Content starts

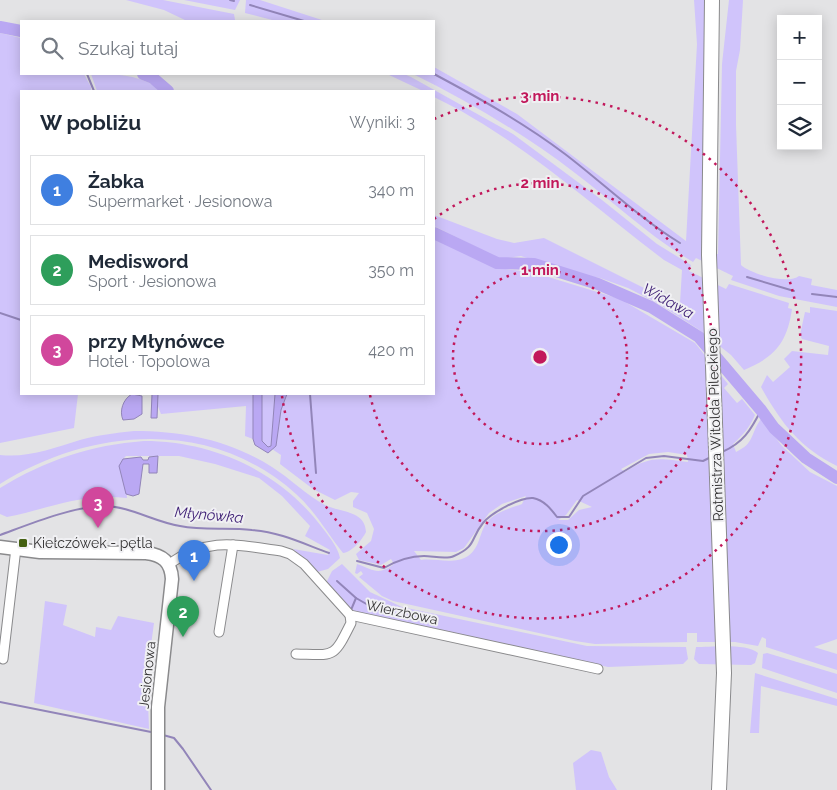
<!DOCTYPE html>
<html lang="pl">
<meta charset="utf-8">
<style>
:root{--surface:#fff;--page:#f6f6f7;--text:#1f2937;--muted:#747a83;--line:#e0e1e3;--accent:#db2777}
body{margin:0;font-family:Raleway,sans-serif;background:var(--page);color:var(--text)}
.controls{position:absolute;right:15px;top:15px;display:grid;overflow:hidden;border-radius:0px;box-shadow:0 2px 12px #0003}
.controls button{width:45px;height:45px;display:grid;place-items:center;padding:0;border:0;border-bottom:1px solid var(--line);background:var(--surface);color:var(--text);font:25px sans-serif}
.you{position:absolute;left:558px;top:544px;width:18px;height:18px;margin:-12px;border:4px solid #fff;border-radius:50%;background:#1a73e8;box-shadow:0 0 0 8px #1a73e833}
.badge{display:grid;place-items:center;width:32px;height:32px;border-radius:50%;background:var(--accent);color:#fff;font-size:16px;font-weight:700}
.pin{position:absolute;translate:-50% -41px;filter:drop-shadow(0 1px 2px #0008)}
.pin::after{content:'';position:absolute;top:26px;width:18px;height:15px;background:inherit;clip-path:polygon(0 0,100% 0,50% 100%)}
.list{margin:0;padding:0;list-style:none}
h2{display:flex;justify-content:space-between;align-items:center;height:65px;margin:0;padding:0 20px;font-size:21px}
h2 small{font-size:16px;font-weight:400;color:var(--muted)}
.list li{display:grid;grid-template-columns:32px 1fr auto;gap:15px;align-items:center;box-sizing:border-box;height:70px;margin:0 10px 10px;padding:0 10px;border:1px solid var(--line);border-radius:0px}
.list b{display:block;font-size:19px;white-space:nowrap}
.list p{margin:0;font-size:16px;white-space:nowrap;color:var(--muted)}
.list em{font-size:16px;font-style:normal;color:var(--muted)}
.icon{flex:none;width:28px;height:28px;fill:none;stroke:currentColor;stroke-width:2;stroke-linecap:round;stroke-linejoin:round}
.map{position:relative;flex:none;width:837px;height:790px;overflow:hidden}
.search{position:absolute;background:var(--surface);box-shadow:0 2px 12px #0003;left:20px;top:20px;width:415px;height:55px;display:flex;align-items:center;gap:12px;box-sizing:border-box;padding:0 18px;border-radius:0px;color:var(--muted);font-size:19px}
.panel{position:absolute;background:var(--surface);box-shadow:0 2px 12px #0003;left:20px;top:90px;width:415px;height:305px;border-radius:0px}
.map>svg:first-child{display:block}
.green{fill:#d0c4fb;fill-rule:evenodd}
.water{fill:#baa8f3;stroke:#9285b9}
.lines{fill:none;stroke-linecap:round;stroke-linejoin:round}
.stream{stroke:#9285b9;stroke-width:2}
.river{stroke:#baa8f3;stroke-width:12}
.street-casing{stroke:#8a8a8c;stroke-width:11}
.secondary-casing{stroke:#8a8a8c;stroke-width:15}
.primary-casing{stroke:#8a8a8c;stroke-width:16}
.street{stroke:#fff;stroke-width:9}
.secondary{stroke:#fff;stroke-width:12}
.primary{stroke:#fff;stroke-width:14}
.ring{fill:none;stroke:#c2185b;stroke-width:2.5;stroke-dasharray:2.5 5}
.poi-dot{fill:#456112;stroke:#f0f0f3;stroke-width:2}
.labels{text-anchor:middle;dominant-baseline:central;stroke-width:4;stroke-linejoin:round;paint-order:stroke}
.street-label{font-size:14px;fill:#333233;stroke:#f0f0f3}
.poi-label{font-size:14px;fill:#333233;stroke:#f0f0f3;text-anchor:start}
.water-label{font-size:15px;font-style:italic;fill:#412277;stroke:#f0f0f3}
.centre{fill:#c2185b;stroke:#f0f0f3;stroke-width:2.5}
.ring-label{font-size:15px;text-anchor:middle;font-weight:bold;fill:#c2185b;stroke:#f0f0f3;stroke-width:4;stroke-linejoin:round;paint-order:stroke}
</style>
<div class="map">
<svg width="837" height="790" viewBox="0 0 837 790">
<rect width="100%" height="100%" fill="#e3e3e5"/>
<g class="green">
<path d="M126 0H163L234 14 235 20 187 21 164 10Z"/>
<path d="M184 0H240L235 10Z"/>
<path d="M246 0H260L325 21H276L245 13Z"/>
<path d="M694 0H706L702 255 718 254 722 64 729 0H743L740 50 736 71V125L741 265C751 274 788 285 799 276L812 279 811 285 837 290V307L779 296 731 280 733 276 696 258 693 262C650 237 615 203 575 173 524 134 470 102 413 74H434V67L517 114 686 241 697 44Z"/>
<path d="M0 33 21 38V74H84L91 87V91H21V394H78L74 428 0 443Z"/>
<path d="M91 74C117 74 140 74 162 91H97Z"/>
<path d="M387 74H404L411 77 513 134 602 200 657 244 691 265 689 271 726 289 729 284 789 303 788 308 792 309C787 343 775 357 744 370L731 355 698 329 659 304 628 288 600 278 572 273 521 256 500 259 434 226V215L497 239 514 243 544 238 650 291 680 303 682 270 664 260C589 203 519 138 434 97V91H423Z"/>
<path d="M434 238 495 268 532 272 620 299 695 343 728 384 724 388 737 403 742 399 755 415C750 427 743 435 733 444L736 452C755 443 750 434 761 419L782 446 810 472 837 486V639L814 647 837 654V670L766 647V639L762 637 758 646 735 642H697V633H687V642L595 644 575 641 393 601 382 596 359 577 363 574 361 571 357 574 355 573 357 564C374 570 378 576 394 564L391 559 381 565 359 560 356 554 371 541 374 529 367 513 353 507V501L359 493 351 492 335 500 313 489 280 464 281 455 272 449 276 446 281 410 287 394H434ZM668 452 687 455 688 462C660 459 651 455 625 472L621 469 649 454ZM526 496 522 504C511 508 495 512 487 522 479 533 480 548 468 556 454 565 436 558 421 560L414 551 456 552 464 548 489 513 502 504ZM577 500 592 507 579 510 568 520H558L566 515Z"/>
<path d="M810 307 837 311V466C800 448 781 423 761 387L767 375 773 382 790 367 784 359 792 351 828 355 829 346 802 339 800 335 805 312 810 313Z"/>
<path d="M153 394H253V439L245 436 246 406 161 414Z"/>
<path d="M262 394H275L271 446 268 447 262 441Z"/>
<path d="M134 431C184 431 229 440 272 467 291 479 306 495 325 505 341 513 365 510 366 532 362 540 352 552 343 553 327 533 316 512 296 494 212 418 92 427 0 484V455C29 458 53 448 80 440 98 435 115 433 134 431Z"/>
<path d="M144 441C213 441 279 471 321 526 328 535 338 547 340 558L328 569 317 572 293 549 328 555 330 550 305 536 310 526 282 496 259 478 215 464 179 456H126L123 459 127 498C80 493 52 508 7 517L0 514V488C46 460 91 445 144 441Z"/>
<path d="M342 564 370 592 402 607 587 646 686 647 688 659 683 664 608 667 356 612 349 608 326 583 332 571Z"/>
<path d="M45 601 67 605 63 625 95 637 96 627 111 630 118 616 154 623 147 675 149 729 34 703Z"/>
<path d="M696 647C711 647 748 643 758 653L755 663 751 665 699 664 694 659Z"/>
<path d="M767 653 837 674V693L762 668 763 654Z"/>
<path d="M755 673 837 699V706L761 686 759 733H750Z"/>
<path d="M591 750 601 752 609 777 617 790H576L573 763Z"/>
</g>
<g class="water">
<path d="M132 394 142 396V414L134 419 123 420C119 411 123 399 132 394Z"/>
<path d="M152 394H158L157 418H151Z"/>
<path d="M253 394H262V441L268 447 271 446 275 394H287L281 410 276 446 268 453 255 445 253 439Z"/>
<path d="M158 456 157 473H149V464H143L139 494 133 496 126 494 119 466 123 459 141 457 143 460H148L149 457Z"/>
</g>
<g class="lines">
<g class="stream">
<path d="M230 0 234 1"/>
<path d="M250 5 304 21"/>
<path d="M87 74 94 91"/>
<path d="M434 74C479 98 524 123 565 154 603 183 639 218 680 243"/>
<path d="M747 277 794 291"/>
<path d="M812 294 837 297"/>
<path d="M0 313 21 320"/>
<path d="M310 394 316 473"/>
<path d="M722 452C743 443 751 430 761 410"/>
<path d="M0 535C30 524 71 507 103 506 130 506 154 522 180 526 204 531 228 527 252 530 280 532 304 544 329 553"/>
<path d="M357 561 384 568C396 561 410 556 424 556 433 556 446 560 454 556 477 546 470 539 483 523 491 513 520 497 533 498 544 500 551 509 557 517H569L583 496 646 458 664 456 703 461 711 457"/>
<path d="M337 581 356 598"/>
<path d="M351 610 356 598 375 609 395 614"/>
<path d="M0 702 151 732"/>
<path d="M163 735 174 738 183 749 211 790"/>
</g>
<g class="river">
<path d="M0 27 21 31"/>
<path d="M143 74 153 78 168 91"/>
<path d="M434 233 497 263 534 264 598 284 651 307 699 337 761 410 774 428 806 458 837 478"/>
</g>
<g class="street-casing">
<g id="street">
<path d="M169 564C209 536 237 545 281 551L290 554 304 564 350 615 598 669"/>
<path d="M219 632 233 545"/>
<path d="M296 654C335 655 333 659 351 623L350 615"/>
<path d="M3 659 16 548"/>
</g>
</g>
<g class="secondary-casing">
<path id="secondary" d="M0 547 40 552 146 553C163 555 171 562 172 579L158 707V790"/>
</g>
<g class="primary-casing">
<path id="primary" d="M712 0 709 255 724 673 719 790"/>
</g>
<use href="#street" class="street"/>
<use href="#secondary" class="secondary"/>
<use href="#primary" class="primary"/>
</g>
<g class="ring">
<circle cx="540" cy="357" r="87"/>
<path d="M434 219A174 174 0 1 1 370 395"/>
<path d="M434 119A261 261 0 1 1 282 396"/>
</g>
<rect class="poi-dot" x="18" y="538" width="10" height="10" rx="2.5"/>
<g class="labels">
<g class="street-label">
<text transform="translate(715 425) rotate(-92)">Rotmistrza Witolda Pileckiego</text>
<text transform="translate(402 612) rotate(12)">Wierzbowa</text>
<text transform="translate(147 675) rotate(-84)">Jesionowa</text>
</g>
<g class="poi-label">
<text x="33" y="543">Kiełczówek - pętla</text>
</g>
<g class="water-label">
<text transform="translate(668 301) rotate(29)">Widawa</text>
<text transform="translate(209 515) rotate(5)">Młynówka</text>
</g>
</g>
<circle cx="540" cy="357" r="8" class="centre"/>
<g class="ring-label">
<text x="540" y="101">3 min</text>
<text x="540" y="188">2 min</text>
<text x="540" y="275">1 min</text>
</g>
</svg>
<div class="controls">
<button>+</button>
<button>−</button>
<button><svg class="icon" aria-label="layers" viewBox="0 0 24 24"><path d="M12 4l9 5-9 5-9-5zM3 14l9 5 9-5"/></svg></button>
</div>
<div class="you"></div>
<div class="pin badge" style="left:194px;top:581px;background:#3f7fe0">1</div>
<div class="pin badge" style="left:183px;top:637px;background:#2e9e5b">2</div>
<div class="pin badge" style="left:98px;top:528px;background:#d1479c">3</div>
<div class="search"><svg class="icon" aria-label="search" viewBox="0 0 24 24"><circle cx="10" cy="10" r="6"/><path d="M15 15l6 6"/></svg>Szukaj tutaj</div>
<section class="panel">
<h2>W pobliżu<small>Wyniki: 3</small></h2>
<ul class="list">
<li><span class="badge" style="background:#3f7fe0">1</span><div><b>Żabka</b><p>Supermarket · Jesionowa</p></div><em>340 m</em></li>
<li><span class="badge" style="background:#2e9e5b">2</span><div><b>Medisword</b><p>Sport · Jesionowa</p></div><em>350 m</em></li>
<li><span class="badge" style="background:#d1479c">3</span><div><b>przy Młynówce</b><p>Hotel · Topolowa</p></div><em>420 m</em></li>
</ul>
</section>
</div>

Content ends

**Exercise aim:** Only lines with the word "list" are wanted; pull each of them from the records.

**Solution below:**
.list{margin:0;padding:0;list-style:none}
.list li{display:grid;grid-template-columns:32px 1fr auto;gap:15px;align-items:center;box-sizing:border-box;height:70px;margin:0 10px 10px;padding:0 10px;border:1px solid var(--line);border-radius:0px}
.list b{display:block;font-size:19px;white-space:nowrap}
.list p{margin:0;font-size:16px;white-space:nowrap;color:var(--muted)}
.list em{font-size:16px;font-style:normal;color:var(--muted)}
<ul class="list">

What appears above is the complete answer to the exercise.